# Best comedy?



## Rhisiart (Jul 28, 2006)

Apologies to Anzac/Euro comedies etc. (yes, this has a Brit-American bias).


----------



## nixgeek (Jul 28, 2006)

Python does it for me....


_"This is an EX....PARROT!!!"_  ::ha::

(No offense CQ if you're lurking about... )


----------



## fryke (Jul 28, 2006)

Cheers. I've just rewatched most seasons - in its original language, before I've only seen all of the series in German a couple of times - and I'd claim its been with me almost all my life since I've been 16 or so (which is 16 years ago...). I don't mean to say that the Pythons or Fawlty Towers is less amusing, nono... But I also don't think that you really _can_ compare sitcoms with comedy shows. Guess I'd choose the Pythons as well, then. Oh, that makes two. We have _two_ favourite comedy shows then. Cheers, the Pythons and Friends. Darn. That makes four.


----------



## adambyte (Jul 29, 2006)

Wow. What an odd mix of comedies. I'm sorry, but I'm going to have to pick "other": Seinfeld. I suppose it's my New Yorker side, but the show was so cleverly written, sometimes it boggles my mind. The plot, and sub-plot (and sometimes even a third plot) always come together at the very end of the show. Hilarity ensues.

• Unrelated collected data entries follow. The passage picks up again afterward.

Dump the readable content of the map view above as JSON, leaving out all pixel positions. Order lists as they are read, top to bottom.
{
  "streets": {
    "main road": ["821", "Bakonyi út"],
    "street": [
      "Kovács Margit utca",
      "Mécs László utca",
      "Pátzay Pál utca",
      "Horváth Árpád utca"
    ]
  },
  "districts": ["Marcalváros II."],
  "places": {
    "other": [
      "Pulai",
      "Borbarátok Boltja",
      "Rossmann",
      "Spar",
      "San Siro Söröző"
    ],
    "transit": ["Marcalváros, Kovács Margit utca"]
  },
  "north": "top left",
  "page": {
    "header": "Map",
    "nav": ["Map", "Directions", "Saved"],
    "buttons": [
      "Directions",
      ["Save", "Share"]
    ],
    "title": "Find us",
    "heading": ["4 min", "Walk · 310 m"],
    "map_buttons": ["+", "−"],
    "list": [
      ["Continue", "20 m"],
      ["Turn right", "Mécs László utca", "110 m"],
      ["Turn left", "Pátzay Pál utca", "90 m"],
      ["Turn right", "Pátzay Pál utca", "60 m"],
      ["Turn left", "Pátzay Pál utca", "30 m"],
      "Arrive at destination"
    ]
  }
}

Of your choices, I like Monty Python the best. SPAM SPAM SPAM!

Thus, the famous name of internet junk mail: Spam.

EDIT: Oh yay. Someone added Seinfeld! Thank you.


----------



## Viro (Jul 29, 2006)

Bean is great, because it is one of those comedies that transcends cultural and national borders. Such can't be said for many of the more sophisticated types of comedy, where you need to be aware of the cultural background, in which it is expressed. Not that they aren't funny, but you need to understand where it's coming from before you get the jokes.

That's why, I'm voting for Mr. Bean.


----------



## Rhisiart (Jul 29, 2006)

adambyte said:


> Wow. What an odd mix of comedies. I'm sorry, but I'm going to have to pick "other": Seinfeld.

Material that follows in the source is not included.